* [Problem statement]:
The full listing is to be transcribed exactly, with each picture left out.
Extracted data START
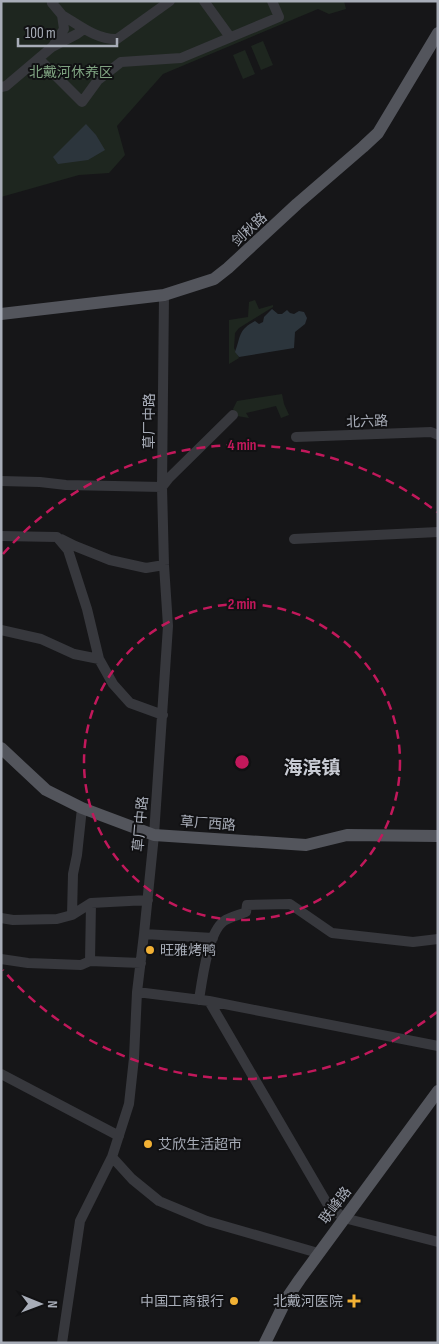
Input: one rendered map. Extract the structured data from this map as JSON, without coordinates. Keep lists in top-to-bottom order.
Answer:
{
  "streets": {
    "main road": ["剑秋路", "草厂西路", "联峰路"],
    "street": ["草厂中路", "北六路"]
  },
  "crossings": [
    ["剑秋路", "草厂中路"],
    ["草厂中路", "草厂西路"]
  ],
  "districts": ["海滨镇"],
  "parks": ["北戴河休养区"],
  "places": {
    "other": ["旺雅烤鸭", "艾欣生活超市", "中国工商银行"],
    "health": ["北戴河医院"]
  },
  "scale_bar": "100 m",
  "north": "right",
  "rings": ["4 min", "2 min"]
}
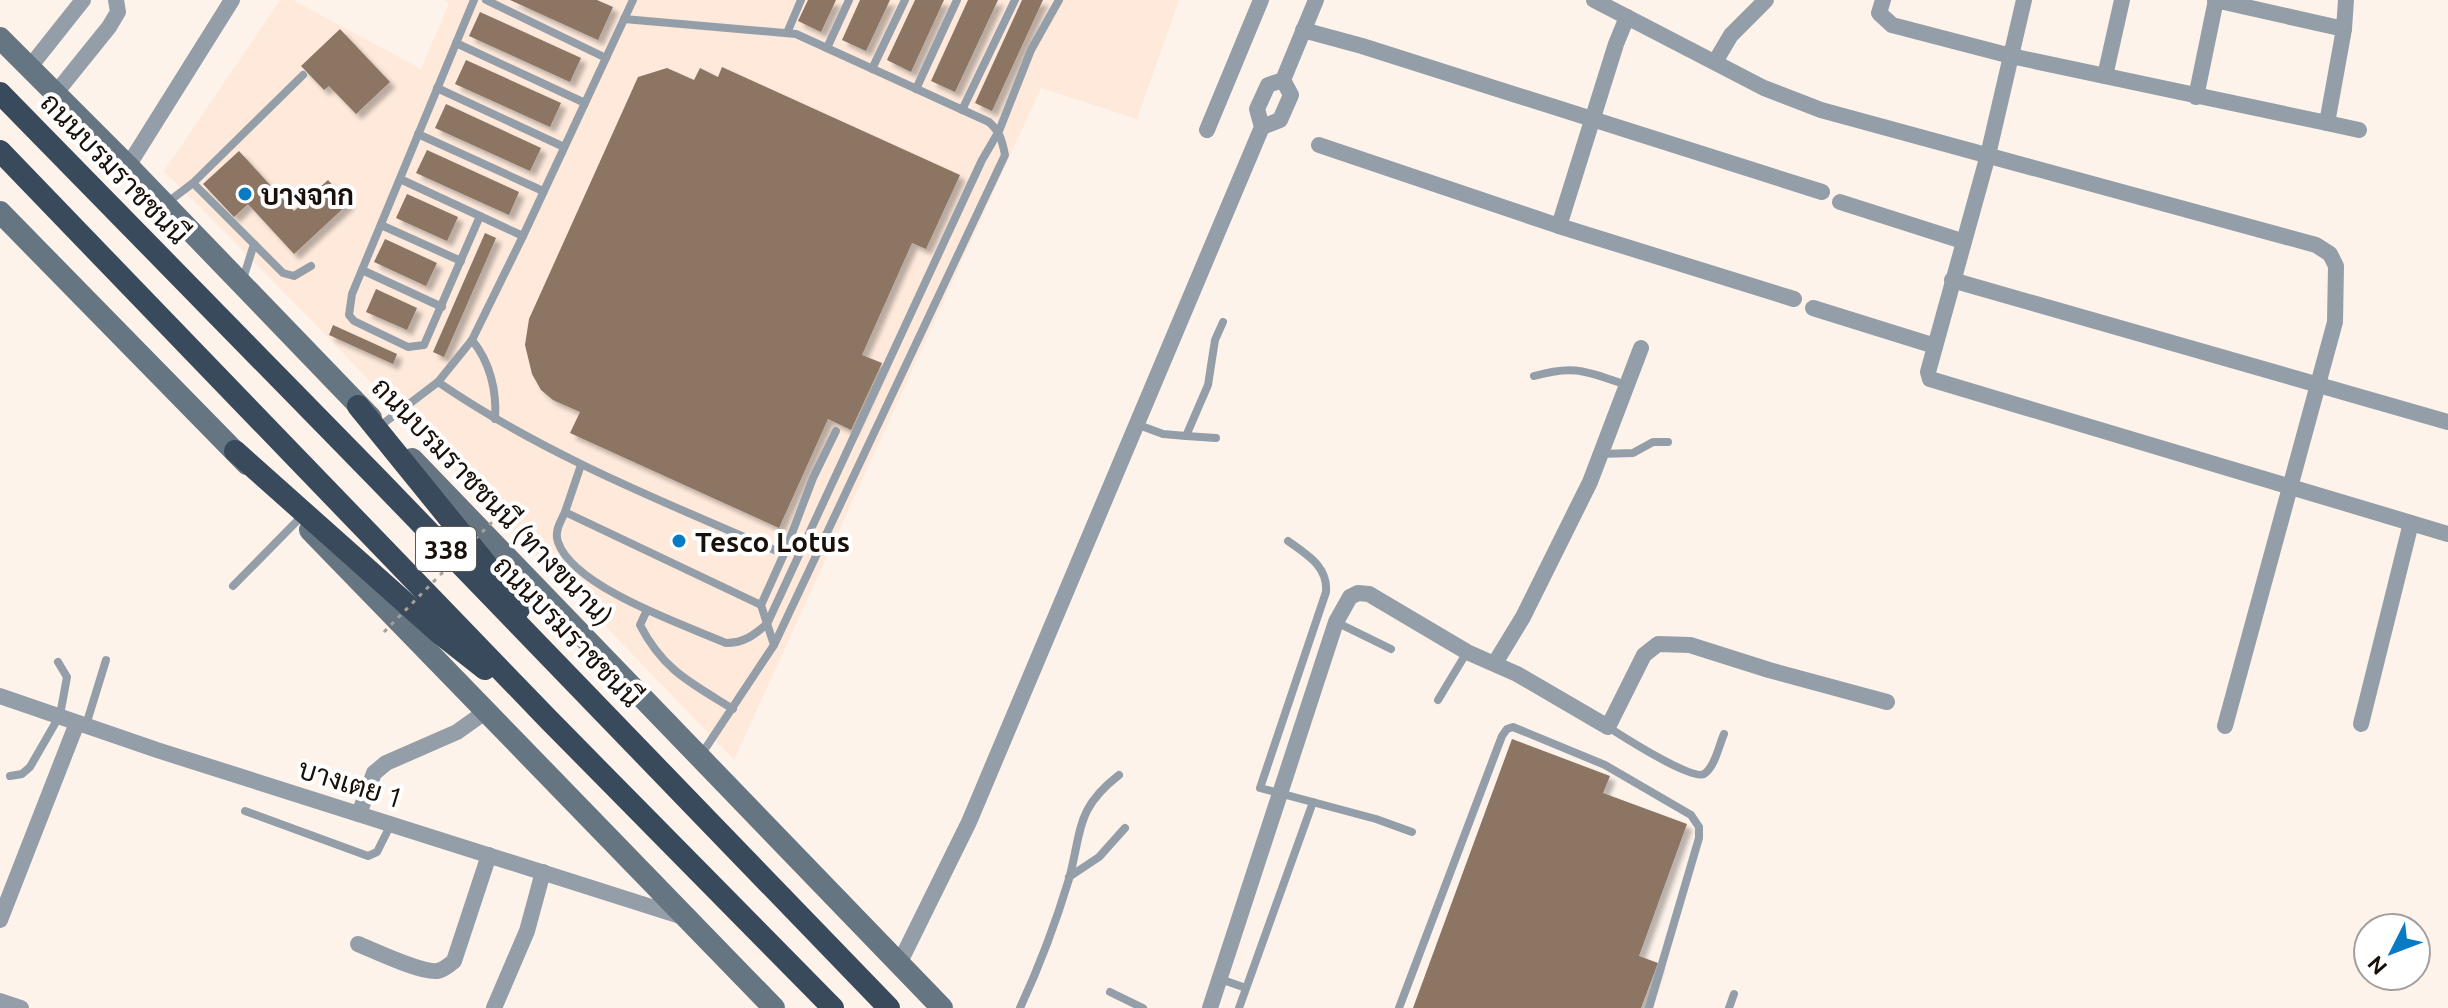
Extracted data END
* [Written answer]:
Input: one rendered map. Extract the structured data from this map as JSON, without coordinates. Keep lists in top-to-bottom order.
Answer:
{
  "streets": {
    "main road": ["剑秋路", "草厂西路", "联峰路"],
    "street": ["草厂中路", "北六路"]
  },
  "crossings": [
    ["剑秋路", "草厂中路"],
    ["草厂中路", "草厂西路"]
  ],
  "districts": ["海滨镇"],
  "parks": ["北戴河休养区"],
  "places": {
    "other": ["旺雅烤鸭", "艾欣生活超市", "中国工商银行"],
    "health": ["北戴河医院"]
  },
  "scale_bar": "100 m",
  "north": "right",
  "rings": ["4 min", "2 min"]
}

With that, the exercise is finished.